━━━━━ Data extract ━━━━━
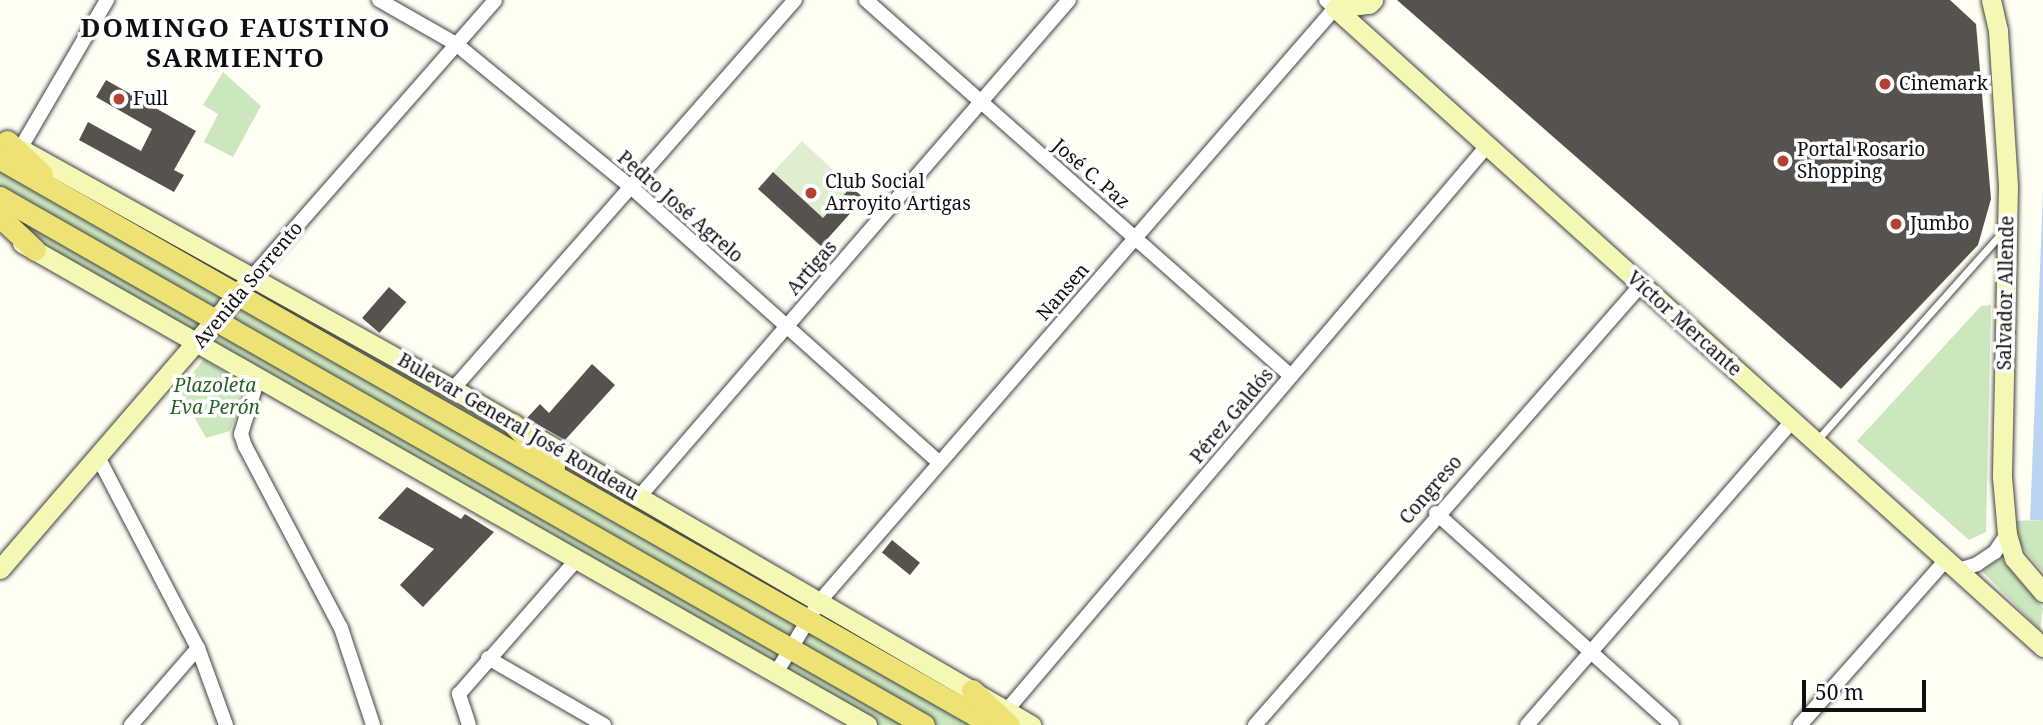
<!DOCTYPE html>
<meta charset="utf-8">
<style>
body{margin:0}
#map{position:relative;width:2043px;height:725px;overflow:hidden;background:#fefef3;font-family:"Noto Serif",serif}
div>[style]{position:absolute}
.green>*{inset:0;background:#cce6be}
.pitch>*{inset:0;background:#deeecf;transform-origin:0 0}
.water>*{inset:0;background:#bbd4f1}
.building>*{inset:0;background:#57524d;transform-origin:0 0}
.roads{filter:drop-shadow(0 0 2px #424242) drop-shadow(0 0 2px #424242)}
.lane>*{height:7px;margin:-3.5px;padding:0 3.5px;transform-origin:3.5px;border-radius:3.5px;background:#fff}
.street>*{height:14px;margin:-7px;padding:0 7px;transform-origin:7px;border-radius:7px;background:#fff}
.secondary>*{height:19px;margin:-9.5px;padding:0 9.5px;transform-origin:9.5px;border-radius:9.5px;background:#f4f8b4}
.primary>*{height:21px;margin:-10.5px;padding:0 10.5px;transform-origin:10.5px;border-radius:10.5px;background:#ede374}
.dots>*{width:19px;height:19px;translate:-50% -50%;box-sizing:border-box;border:4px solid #fff;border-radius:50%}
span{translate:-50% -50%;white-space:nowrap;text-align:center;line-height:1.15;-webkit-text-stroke:7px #fff;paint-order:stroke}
.poi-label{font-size:19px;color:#0f0f0f}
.left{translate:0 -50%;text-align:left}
.street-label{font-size:19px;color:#0f0f0f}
.park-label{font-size:19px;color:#276224;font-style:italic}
.district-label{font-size:26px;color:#0f0f0f;font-weight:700;letter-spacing:2px}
.scale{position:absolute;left:1802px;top:680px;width:124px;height:32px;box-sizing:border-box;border:4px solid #0f0f0f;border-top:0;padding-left:9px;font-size:21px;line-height:24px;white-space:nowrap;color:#0f0f0f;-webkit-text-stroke:5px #fff;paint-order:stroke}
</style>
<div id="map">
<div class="green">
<div style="clip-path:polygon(223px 72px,261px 106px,233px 157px,204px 142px,218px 114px,203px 105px)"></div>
<div style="clip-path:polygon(0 137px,1031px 725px,867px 725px,0 230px)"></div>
<div style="clip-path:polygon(1991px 305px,1986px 532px,1969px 540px,1857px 441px,1981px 306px)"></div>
<div style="clip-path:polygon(204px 359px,248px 387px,230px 431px,206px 438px,179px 390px)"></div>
<div style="clip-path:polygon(2043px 520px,2043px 572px,2021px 546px,2014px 521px)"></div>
<div style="clip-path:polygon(2001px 558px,2043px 608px,2040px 630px,1982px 571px)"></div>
</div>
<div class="pitch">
<div style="left:802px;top:141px;width:84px;height:65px;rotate:43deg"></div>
</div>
<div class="water">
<div style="clip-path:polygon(2043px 191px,2043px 520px,2030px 520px,2035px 396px)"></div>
</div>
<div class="building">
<div style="clip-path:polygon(1397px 0,1950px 0,1976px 24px,1991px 199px,1978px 245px,1841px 389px)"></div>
<div style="clip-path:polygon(106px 80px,196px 131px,174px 170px,184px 175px,174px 192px,79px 140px,88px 122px,141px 151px,152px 129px,96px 97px)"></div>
<div style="clip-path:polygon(773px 172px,823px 218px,851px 187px,864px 198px,821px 246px,758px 189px)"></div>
<div style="left:389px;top:287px;width:23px;height:41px;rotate:41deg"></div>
<div style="clip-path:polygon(592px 364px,615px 385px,565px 440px,527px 418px,540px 404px,549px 413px)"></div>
<div style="clip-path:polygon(407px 487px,461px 519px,465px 514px,494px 532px,423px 607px,400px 585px,434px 549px,378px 518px)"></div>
<div style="left:892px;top:540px;width:36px;height:16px;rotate:39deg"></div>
</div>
<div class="roads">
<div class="lane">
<div style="left:1818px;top:439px;width:278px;rotate:-48.3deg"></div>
</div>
<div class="street">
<div style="left:379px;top:0;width:89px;rotate:29.7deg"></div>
<div style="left:456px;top:44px;width:226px;rotate:39.3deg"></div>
<div style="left:631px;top:187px;width:414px;rotate:41.8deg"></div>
<div style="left:866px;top:0;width:567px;rotate:41.5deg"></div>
<div style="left:20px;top:149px;width:173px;rotate:-59.7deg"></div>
<div style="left:252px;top:277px;width:368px;rotate:-48.7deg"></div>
<div style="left:258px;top:378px;width:59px;rotate:106.9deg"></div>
<div style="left:241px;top:434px;width:13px;rotate:72deg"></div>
<div style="left:245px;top:446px;width:206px;rotate:62.2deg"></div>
<div style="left:341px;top:628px;width:102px;rotate:71.7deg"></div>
<div style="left:453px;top:389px;width:518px;rotate:-48.68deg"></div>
<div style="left:99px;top:459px;width:213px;rotate:62.4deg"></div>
<div style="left:198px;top:648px;width:82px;rotate:70deg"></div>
<div style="left:639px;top:497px;width:657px;rotate:-49.13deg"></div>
<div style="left:1436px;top:513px;width:317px;rotate:41.9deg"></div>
<div style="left:488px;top:658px;width:134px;rotate:30deg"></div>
<div style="left:776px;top:673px;width:83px;rotate:-58.8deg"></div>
<div style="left:819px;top:602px;width:787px;rotate:-49.02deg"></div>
<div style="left:1335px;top:8px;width:12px;rotate:-138deg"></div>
<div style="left:1006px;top:711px;width:742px;rotate:-49.59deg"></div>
<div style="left:131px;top:725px;width:102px;rotate:-49deg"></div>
<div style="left:469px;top:725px;width:33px;rotate:-108deg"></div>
<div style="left:459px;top:694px;width:179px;rotate:-48.8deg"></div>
<div style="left:1255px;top:725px;width:585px;rotate:-48.74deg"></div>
<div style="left:1527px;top:725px;width:403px;rotate:-48.9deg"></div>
<div style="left:1800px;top:725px;width:219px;rotate:-48.5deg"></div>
<div style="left:1945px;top:561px;width:19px;rotate:25deg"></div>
<div style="left:1962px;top:569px;width:16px;rotate:-18deg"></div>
<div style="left:1977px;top:564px;width:22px;rotate:-34deg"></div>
<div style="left:1995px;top:552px;width:22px;rotate:-56deg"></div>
</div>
<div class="secondary">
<div style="left:1991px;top:0;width:32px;rotate:77deg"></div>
<div style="left:1998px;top:31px;width:155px;rotate:86.3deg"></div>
<div style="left:2008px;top:186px;width:291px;rotate:91.2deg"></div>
<div style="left:2002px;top:477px;width:57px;rotate:85deg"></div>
<div style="left:2007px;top:534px;width:25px;rotate:74deg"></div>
<div style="left:2014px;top:558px;width:45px;rotate:49.5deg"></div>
<div style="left:1335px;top:8px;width:954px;rotate:42.07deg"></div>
<div style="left:1335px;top:8px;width:34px;rotate:-7deg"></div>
<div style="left:1369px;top:4px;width:6px;rotate:-45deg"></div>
<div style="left:23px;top:150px;width:492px;rotate:29.1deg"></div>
<div style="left:453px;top:389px;width:669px;rotate:30.17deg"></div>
<div style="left:22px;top:243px;width:973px;rotate:29.7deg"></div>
<div style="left:0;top:569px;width:378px;rotate:-49.2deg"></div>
</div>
<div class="primary">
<div style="left:7px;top:141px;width:48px;rotate:43.3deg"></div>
<div style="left:0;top:159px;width:1142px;rotate:29.71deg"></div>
<div style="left:0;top:197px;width:1064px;rotate:29.74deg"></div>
<div style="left:0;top:217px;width:48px;rotate:43.3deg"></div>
<div style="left:513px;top:424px;width:59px;rotate:45.7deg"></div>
<div style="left:972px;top:690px;width:51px;rotate:43.4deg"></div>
</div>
</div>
<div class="dots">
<div style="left:1885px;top:84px;background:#b44233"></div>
<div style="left:119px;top:99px;background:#b44233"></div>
<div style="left:1783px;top:161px;background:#b44233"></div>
<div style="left:811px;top:193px;background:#b44233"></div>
<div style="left:1896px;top:224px;background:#b44233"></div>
</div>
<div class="poi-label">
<span class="left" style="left:1899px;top:84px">Cinemark</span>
<span class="left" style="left:133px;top:99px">Full</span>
<span class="left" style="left:1797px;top:161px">Portal Rosario<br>Shopping</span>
<span class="left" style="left:825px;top:193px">Club Social<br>Arroyito Artigas</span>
<span class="left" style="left:1910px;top:224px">Jumbo</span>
</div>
<div class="street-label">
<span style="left:1091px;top:174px;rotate:41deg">José C. Paz</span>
<span style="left:680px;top:207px;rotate:41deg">Pedro José Agrelo</span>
<span style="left:812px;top:268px;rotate:-49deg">Artigas</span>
<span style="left:248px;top:285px;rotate:-50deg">Avenida Sorrento</span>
<span style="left:1063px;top:292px;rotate:-49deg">Nansen</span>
<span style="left:2006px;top:293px;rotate:-89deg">Salvador Allende</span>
<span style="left:1684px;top:324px;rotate:42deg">Víctor Mercante</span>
<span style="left:1232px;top:416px;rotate:-50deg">Pérez Galdós</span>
<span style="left:518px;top:427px;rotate:30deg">Bulevar General José Rondeau</span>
<span style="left:1431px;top:490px;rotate:-49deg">Congreso</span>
</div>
<div class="park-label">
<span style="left:215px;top:397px">Plazoleta<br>Eva Perón</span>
</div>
<div class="district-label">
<span style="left:236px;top:43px">DOMINGO FAUSTINO<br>SARMIENTO</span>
</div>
<div class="scale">50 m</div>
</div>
━━━━━
*Directions*.
Search the entries for "lane" and show every line that has it.

*Final answer*.
.lane>*{height:7px;margin:-3.5px;padding:0 3.5px;transform-origin:3.5px;border-radius:3.5px;background:#fff}
<div class="lane">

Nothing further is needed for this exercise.